Modalities
Vitamin A:
- Vitamin A supplements should be delivered to children 6–59 months of age twice yearly during health contacts. This should be marked on the child health card, or integrated into other public health programmes aimed at improving child survival, such as polio or measles national immunisation days, or biannual child health days delivering a package of interventions such as deworming, distribution of insecticide–treated mosquito nets and immunisations.
- Many countries have successfully integrated strategies to deliver vitamin A supplements to infants and children in their national health policies, including delivery during routine health visits and immunisations.
- Using community–based campaigns (such as twice–yearly Child Health Days where these operate) to deliver vitamin A supplements has been a key strategy over the last two decades.
Therapeutic zinc:
- Therapeutic zinc should be delivered by health workers as part of the clinical management of diarrhoea in children. This is usually part of IMCI and other child health programmes delivered by Government and non– Government agencies.
Multiple micronutrient powders (MNPs):
- Programme target of 90 sachets/doses over a six–month period is recommended. Delivered though MCHN services or programmes.

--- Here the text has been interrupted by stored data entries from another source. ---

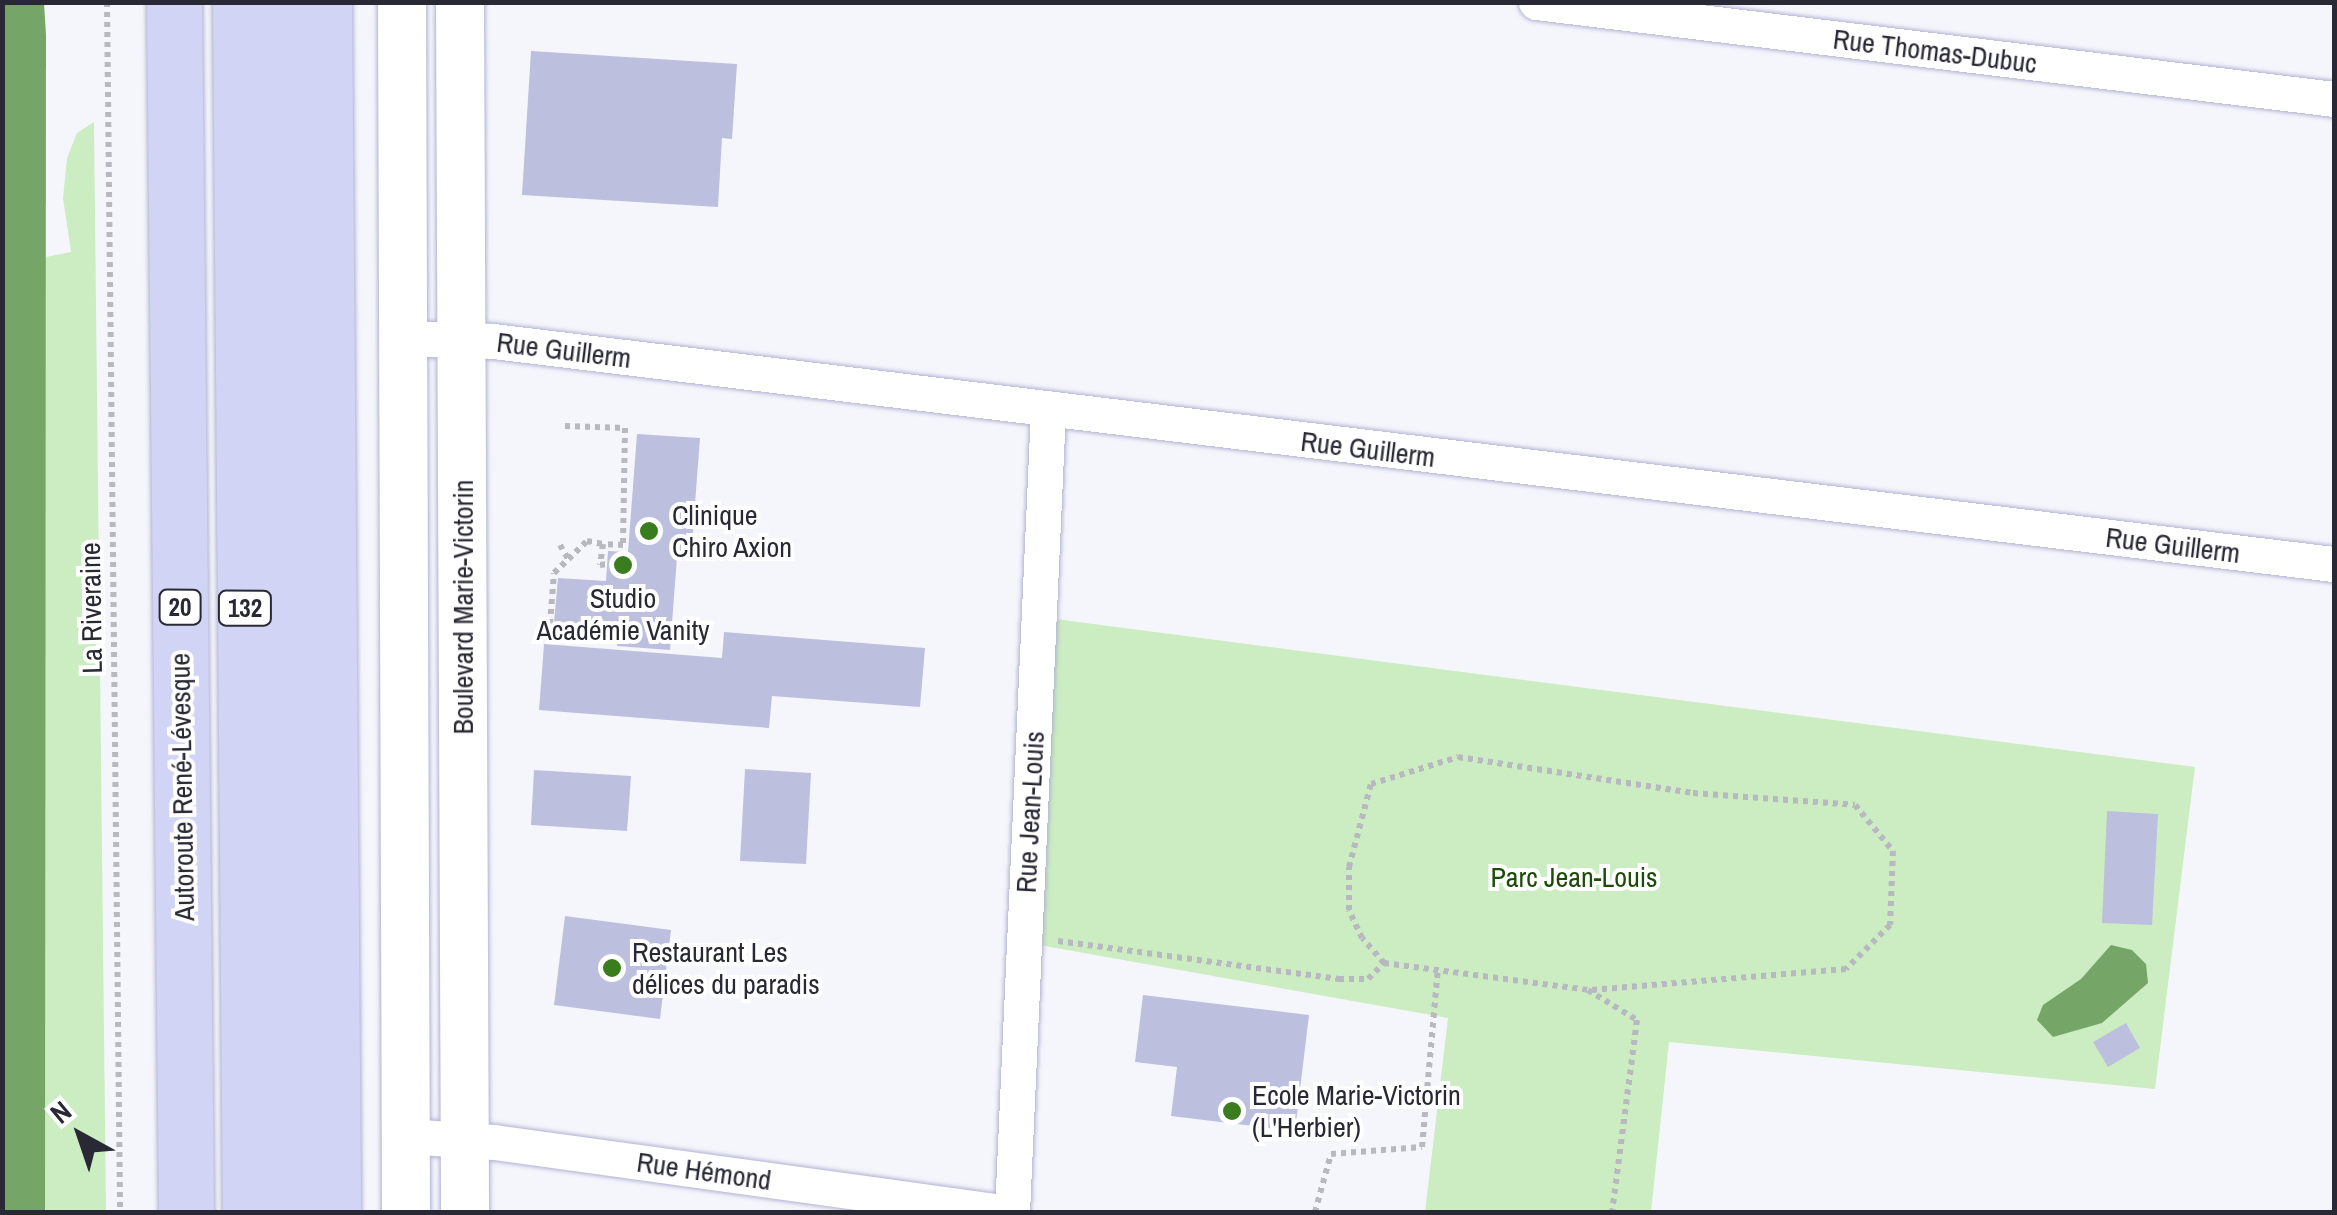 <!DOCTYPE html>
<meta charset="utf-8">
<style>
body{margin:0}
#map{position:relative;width:2337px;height:1215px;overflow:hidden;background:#f5f6fc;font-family:"Archivo Narrow",sans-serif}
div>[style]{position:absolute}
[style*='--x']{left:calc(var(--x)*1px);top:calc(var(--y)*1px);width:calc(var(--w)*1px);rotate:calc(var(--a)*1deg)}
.green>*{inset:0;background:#cbedc1}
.water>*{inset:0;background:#76a667}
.building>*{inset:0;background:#bdbfde}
.path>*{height:6px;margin-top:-3px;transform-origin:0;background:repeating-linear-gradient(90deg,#b7b8c0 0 5px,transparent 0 10px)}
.roads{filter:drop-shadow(0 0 2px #b1b3d2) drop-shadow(0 0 2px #b1b3d2)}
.street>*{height:35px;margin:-17.5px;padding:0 17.5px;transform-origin:17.5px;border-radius:17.5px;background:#fff}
.secondary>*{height:48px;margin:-24px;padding:0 24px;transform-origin:24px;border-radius:24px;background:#fff}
.highway>*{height:55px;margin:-27.5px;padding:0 27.5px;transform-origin:27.5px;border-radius:27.5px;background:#d2d4f5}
.dots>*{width:28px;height:28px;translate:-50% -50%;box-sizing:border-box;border:5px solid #fff;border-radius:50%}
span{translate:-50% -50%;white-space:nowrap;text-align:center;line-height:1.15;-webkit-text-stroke:8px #fff;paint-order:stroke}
.shield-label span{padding:2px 8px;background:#fff;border:2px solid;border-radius:8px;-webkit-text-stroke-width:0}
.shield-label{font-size:25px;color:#292935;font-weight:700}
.street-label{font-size:28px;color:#292935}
.poi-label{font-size:28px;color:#292935}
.left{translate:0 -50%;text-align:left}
.park-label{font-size:28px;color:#1d4b09}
.frame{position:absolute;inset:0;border:5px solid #292935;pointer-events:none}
.north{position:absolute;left:30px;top:1085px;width:100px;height:100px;-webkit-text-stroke:8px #fff;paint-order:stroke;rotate:320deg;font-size:28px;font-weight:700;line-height:40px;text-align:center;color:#292935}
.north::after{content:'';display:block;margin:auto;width:35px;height:45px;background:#292935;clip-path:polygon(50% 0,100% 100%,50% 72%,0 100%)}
</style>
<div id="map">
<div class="green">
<i style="clip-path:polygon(94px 122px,106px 1212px,45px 1212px,41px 258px,71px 252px,63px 198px,67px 158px,77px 133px)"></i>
<i style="clip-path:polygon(1055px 619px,2195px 767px,2155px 1089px,1669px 1042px,1651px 1212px,1425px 1212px,1448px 1018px,1039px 945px)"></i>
</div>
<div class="water">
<i style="clip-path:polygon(2px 3px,44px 3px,46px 35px,45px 1212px,2px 1212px)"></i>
<i style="clip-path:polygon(2111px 945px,2132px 950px,2146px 964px,2148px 983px,2102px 1023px,2053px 1037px,2037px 1020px,2043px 1005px,2081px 979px)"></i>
</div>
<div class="building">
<i style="clip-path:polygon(531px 51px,737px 64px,732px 139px,722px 138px,718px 207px,522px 195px)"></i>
<i style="clip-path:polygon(637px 434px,700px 438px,691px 557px,677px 557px,670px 650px,617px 646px,618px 637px,594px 635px,595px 625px,554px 622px,558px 578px,606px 581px,608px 551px,628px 552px)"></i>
<i style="clip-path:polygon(724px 632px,925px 648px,920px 707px,772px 696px,769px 728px,539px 710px,544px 644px,722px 658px)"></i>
<i style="clip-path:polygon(745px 769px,811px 773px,806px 864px,740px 861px)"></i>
<i style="clip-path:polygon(534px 770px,631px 776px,627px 831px,531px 825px)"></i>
<i style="clip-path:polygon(2107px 811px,2158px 814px,2152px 925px,2102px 923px)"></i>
<i style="clip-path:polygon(565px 916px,671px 930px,660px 1019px,554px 1005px)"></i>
<i style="clip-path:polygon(1143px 995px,1309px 1015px,1295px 1131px,1171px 1116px,1177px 1067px,1135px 1062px)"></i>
<i style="clip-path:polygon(2126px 1023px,2140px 1048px,2108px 1067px,2093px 1042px)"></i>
</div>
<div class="path">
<i style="--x:107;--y:2;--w:1210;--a:89.38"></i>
<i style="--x:565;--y:426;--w:60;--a:1.9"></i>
<i style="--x:625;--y:428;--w:117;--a:91"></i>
<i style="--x:623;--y:545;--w:20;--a:-177"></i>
<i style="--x:560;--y:545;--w:16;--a:60"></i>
<i style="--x:550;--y:624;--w:51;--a:-85.5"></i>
<i style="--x:554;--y:573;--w:46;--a:-44.1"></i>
<i style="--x:587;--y:541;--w:16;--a:11"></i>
<i style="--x:603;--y:544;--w:21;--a:98"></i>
<i style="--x:600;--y:565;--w:7;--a:-8"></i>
<i style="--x:1058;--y:941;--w:284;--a:7.7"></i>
<i style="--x:1339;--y:979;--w:29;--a:0"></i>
<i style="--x:1368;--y:979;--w:23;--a:-45"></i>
<i style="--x:1384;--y:963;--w:206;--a:7.5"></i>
<i style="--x:1588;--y:990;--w:57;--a:31.5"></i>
<i style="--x:1637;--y:1020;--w:194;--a:97.4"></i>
<i style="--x:1384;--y:963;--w:33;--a:-131"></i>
<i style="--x:1362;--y:938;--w:31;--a:-115"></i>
<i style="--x:1349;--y:910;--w:43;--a:-90"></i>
<i style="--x:1349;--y:867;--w:86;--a:-75.2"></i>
<i style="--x:1371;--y:784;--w:91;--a:-17.2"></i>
<i style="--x:1458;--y:757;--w:238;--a:8.7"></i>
<i style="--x:1693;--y:793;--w:162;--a:4.2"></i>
<i style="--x:1855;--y:805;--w:60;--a:50.4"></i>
<i style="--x:1893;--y:851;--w:74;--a:92.3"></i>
<i style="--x:1890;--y:925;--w:62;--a:135"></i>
<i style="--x:1846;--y:969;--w:259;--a:175.3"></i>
<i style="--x:1315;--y:1212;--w:60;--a:-74.6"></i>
<i style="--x:1331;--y:1154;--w:91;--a:-4.4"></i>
<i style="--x:1422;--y:1147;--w:180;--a:-84.9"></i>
</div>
<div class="roads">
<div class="street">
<i style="--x:1536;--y:2;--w:804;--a:6.93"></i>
<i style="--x:402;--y:338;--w:91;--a:1.9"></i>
<i style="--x:493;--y:341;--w:1854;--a:6.91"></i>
<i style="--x:406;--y:1136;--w:88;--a:3.9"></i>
<i style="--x:494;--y:1142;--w:513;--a:7.85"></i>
<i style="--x:1012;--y:1212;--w:802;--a:-87.43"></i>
</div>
<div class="secondary">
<i style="--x:402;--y:2;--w:1210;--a:89.81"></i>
<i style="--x:460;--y:2;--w:1210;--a:89.76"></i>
</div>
<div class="highway">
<i style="--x:174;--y:2;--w:1210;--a:89.43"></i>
<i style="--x:240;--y:2;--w:1210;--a:89.53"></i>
<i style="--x:283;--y:2;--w:1210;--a:89.48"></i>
<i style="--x:324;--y:2;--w:1210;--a:89.57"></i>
</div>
</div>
<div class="dots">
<i style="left:649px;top:531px;background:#397d1e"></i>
<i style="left:623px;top:565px;background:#397d1e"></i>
<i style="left:612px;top:968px;background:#397d1e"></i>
<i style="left:1232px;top:1111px;background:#397d1e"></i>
</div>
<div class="shield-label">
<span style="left:180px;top:607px">20</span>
<span style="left:245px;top:608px">132</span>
</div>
<div class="street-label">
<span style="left:1935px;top:51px;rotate:7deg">Rue Thomas-Dubuc</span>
<span style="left:564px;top:350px;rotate:7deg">Rue Guillerm</span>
<span style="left:1368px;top:449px;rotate:7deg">Rue Guillerm</span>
<span style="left:2173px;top:545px;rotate:7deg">Rue Guillerm</span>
<span style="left:463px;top:607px;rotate:-90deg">Boulevard Marie-Victorin</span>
<span style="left:91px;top:608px;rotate:-91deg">La Riveraine</span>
<span style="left:182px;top:787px;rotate:-91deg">Autoroute René-Lévesque</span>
<span style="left:1030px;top:812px;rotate:-87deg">Rue Jean-Louis</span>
<span style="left:704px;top:1171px;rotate:8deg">Rue Hémond</span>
</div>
<div class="poi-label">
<span class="left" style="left:672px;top:531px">Clinique<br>Chiro Axion</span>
<span style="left:623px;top:614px">Studio<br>Académie Vanity</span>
<span class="left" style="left:632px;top:968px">Restaurant Les<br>délices du paradis</span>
<span class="left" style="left:1252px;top:1111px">Ecole Marie-Victorin<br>(L'Herbier)</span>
</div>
<div class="park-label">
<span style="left:1574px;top:877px">Parc Jean-Louis</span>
</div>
<div class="frame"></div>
<div class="north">N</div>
</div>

Conditions and considerations
- In countries/contexts with evidence of vitamin A deficiency, biannual vitamin A supplementation in children aged 6–59 months is recommended.
- Zinc supplements are recommended along with low osmolarity oral rehydration solution for diarrhoea management among children 6–59 months living in populations with high prevalence of zinc deficiency.
- In populations where anaemia is a public health problem point–of–use fortification of foods/complementary foods with iron containing micronutrient powders in children aged 6–59 months is recommended, to improve iron status and reduce anaemia. MNPs are single–dose packets or sachets that contain multiple vitamins and minerals in powdered form and are designed to be mixed with semi– solid foods for children six months of age and older.
In populations where anaemia and other forms of undernutrition are a problem, SQ-LNS for children
(see complementary feeding)
can improve growth and iron status vs MNPs alone.
- Use of MNPs alone are not effective as an approach to address stunting and wasting.
- Programmes of point–of–use fortification with micronutrient powders should include a behaviour–change strategy that promotes awareness and correct use of this product, proper and hygienic preparation, feeding of complementary foods for children older than six months and a healthy diet for children older than two years. Recommended breastfeeding practices, hand washing with soap, prompt attention to fever in malaria settings and measures to manage diarrhoea should also be included. Further, these programmes should include training for healthcare workers or other types of workers to adequately provide nutrition counselling and demonstrate the correct use of multiple micronutrient powders.
- Use of home fluids for preventing dehydration is still recommended and the criteria for the selection of an appropriate home fluid remains unchanged. However, children with diarrhoea treated at home with home–based fluids should also receive zinc supplements for 10–14 days.